BEGIN

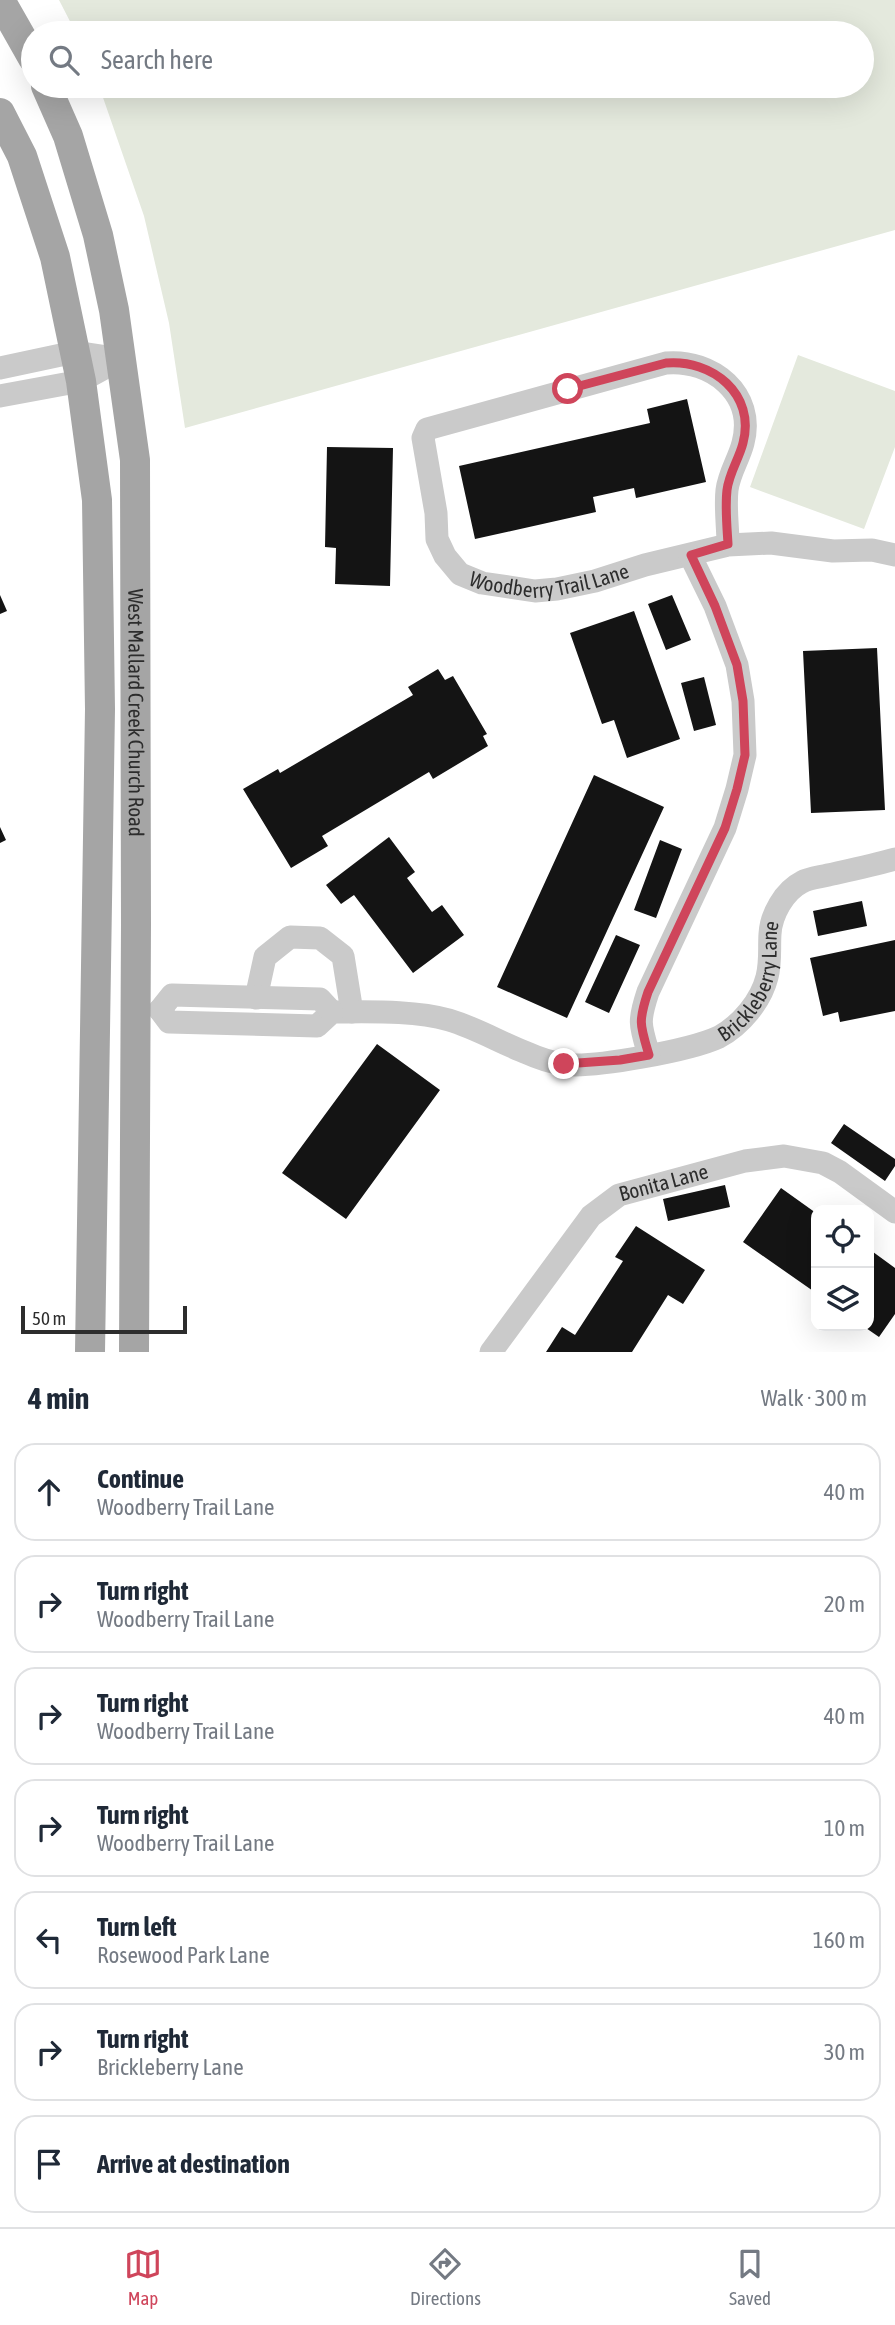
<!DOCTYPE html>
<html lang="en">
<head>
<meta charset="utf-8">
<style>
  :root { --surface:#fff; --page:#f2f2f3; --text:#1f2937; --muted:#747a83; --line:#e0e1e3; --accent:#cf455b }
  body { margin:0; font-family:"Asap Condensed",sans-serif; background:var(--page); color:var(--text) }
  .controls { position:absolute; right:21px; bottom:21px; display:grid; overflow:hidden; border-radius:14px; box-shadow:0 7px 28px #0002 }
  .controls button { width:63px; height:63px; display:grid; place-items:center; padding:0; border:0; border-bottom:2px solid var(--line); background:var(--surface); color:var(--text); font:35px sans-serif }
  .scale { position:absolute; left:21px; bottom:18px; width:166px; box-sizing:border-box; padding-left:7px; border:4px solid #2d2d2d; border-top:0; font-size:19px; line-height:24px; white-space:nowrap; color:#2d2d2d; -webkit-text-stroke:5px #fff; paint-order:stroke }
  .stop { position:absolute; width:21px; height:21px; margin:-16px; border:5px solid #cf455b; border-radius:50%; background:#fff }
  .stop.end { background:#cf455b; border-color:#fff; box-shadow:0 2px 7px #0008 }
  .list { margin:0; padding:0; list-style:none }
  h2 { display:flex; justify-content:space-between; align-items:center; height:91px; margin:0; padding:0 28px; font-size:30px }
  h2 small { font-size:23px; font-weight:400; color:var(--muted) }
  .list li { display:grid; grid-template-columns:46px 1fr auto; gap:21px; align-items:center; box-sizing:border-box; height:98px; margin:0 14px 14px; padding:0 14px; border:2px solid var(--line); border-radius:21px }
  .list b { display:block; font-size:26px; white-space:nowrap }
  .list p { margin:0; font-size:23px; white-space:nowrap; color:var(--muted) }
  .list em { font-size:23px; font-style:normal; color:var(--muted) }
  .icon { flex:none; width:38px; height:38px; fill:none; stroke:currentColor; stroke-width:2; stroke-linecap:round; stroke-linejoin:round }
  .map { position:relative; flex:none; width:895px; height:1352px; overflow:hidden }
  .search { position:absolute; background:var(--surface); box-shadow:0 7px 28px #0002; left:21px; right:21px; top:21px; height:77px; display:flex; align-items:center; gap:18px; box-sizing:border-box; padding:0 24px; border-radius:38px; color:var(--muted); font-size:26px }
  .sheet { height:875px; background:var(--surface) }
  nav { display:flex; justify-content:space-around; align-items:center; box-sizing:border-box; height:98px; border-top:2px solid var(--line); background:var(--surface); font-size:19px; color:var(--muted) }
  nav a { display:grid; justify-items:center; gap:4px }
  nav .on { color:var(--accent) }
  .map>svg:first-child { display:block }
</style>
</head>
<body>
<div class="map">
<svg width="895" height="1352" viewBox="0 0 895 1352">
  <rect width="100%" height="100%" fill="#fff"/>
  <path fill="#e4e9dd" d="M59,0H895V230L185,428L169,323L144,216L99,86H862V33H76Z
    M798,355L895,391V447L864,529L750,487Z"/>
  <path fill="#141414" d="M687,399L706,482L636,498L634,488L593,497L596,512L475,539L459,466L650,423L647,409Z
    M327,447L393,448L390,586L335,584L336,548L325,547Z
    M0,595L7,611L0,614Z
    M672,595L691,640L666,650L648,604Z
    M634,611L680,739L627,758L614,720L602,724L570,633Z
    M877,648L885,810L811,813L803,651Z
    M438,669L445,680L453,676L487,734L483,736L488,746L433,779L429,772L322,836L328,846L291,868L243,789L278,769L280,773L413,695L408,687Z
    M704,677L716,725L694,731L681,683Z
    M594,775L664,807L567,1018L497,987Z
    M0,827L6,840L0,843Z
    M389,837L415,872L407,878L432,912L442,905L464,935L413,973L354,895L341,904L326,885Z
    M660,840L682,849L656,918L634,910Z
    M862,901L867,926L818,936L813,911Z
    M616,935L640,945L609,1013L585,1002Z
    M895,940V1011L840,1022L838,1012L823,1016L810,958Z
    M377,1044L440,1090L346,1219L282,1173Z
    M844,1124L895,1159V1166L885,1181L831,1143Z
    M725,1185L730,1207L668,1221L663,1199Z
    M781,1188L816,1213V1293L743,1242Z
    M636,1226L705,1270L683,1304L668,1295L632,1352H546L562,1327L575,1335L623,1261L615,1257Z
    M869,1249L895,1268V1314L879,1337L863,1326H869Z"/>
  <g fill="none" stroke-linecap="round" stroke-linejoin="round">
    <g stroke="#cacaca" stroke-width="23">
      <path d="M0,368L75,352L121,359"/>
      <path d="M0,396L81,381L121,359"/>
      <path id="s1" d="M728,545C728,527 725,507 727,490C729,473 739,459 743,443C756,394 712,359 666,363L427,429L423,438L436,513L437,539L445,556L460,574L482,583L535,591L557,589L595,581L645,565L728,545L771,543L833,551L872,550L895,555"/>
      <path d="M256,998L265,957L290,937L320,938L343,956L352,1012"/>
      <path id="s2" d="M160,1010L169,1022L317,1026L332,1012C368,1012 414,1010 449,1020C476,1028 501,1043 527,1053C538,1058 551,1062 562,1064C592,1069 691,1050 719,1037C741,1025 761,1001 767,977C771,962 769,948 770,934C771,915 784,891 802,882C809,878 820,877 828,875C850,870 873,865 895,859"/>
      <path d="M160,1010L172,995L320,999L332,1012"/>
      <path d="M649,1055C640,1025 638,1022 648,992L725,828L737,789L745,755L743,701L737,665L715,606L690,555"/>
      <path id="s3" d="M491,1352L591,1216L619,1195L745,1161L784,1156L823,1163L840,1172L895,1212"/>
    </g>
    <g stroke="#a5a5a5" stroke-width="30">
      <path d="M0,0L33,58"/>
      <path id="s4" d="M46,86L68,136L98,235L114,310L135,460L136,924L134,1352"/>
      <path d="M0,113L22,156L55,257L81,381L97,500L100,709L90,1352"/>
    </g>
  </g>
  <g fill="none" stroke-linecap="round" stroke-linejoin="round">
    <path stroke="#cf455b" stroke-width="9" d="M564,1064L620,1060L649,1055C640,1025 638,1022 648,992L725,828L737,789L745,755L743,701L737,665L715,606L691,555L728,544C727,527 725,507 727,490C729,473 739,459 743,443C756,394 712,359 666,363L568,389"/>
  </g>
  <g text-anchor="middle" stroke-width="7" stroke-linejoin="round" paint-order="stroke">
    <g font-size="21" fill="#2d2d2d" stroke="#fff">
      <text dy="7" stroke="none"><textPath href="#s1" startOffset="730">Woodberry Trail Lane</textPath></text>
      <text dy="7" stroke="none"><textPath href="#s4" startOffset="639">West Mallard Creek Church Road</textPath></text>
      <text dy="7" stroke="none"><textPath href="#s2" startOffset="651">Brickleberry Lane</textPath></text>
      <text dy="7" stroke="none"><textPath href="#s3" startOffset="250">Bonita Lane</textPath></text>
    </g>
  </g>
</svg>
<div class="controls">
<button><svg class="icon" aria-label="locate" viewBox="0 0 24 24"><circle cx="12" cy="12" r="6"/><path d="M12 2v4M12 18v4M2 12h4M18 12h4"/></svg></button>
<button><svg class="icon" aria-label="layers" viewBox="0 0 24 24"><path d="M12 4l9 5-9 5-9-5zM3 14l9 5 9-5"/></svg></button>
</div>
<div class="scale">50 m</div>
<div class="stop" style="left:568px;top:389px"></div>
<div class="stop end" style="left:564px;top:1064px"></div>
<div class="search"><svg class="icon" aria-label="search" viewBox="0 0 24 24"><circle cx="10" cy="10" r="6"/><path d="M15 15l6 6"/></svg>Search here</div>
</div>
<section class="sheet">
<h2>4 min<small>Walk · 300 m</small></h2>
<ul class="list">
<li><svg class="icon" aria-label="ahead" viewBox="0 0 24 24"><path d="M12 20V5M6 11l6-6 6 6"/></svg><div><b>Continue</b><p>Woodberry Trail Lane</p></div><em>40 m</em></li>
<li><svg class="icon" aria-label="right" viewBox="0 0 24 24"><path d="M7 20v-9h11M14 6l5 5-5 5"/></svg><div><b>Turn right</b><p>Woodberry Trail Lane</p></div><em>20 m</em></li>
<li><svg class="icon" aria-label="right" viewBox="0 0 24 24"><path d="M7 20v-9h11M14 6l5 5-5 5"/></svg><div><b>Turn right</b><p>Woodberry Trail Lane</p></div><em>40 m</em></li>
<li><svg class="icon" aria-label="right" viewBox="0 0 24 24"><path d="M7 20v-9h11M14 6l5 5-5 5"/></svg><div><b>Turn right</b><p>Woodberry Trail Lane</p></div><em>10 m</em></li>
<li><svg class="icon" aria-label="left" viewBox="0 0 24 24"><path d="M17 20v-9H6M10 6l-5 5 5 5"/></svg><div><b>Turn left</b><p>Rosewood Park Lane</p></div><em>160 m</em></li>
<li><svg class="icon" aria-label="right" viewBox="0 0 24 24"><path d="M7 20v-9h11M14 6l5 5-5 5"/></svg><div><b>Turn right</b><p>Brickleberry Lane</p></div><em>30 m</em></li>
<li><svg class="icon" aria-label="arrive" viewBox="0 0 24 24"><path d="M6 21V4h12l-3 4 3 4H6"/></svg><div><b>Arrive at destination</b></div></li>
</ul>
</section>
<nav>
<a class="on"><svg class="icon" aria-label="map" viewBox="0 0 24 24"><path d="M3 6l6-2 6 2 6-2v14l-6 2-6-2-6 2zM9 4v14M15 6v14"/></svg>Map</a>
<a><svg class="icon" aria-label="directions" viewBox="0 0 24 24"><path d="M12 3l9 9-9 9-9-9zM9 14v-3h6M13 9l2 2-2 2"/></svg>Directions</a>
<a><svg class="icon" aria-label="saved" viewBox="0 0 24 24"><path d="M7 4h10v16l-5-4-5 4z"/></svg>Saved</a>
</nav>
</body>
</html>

END

Exercise brief :: Search the preceding listing for the word "nowrap" and pull out every line that holds it.

Written solution ::
  .scale { position:absolute; left:21px; bottom:18px; width:166px; box-sizing:border-box; padding-left:7px; border:4px solid #2d2d2d; border-top:0; font-size:19px; line-height:24px; white-space:nowrap; color:#2d2d2d; -webkit-text-stroke:5px #fff; paint-order:stroke }
  .list b { display:block; font-size:26px; white-space:nowrap }
  .list p { margin:0; font-size:23px; white-space:nowrap; color:var(--muted) }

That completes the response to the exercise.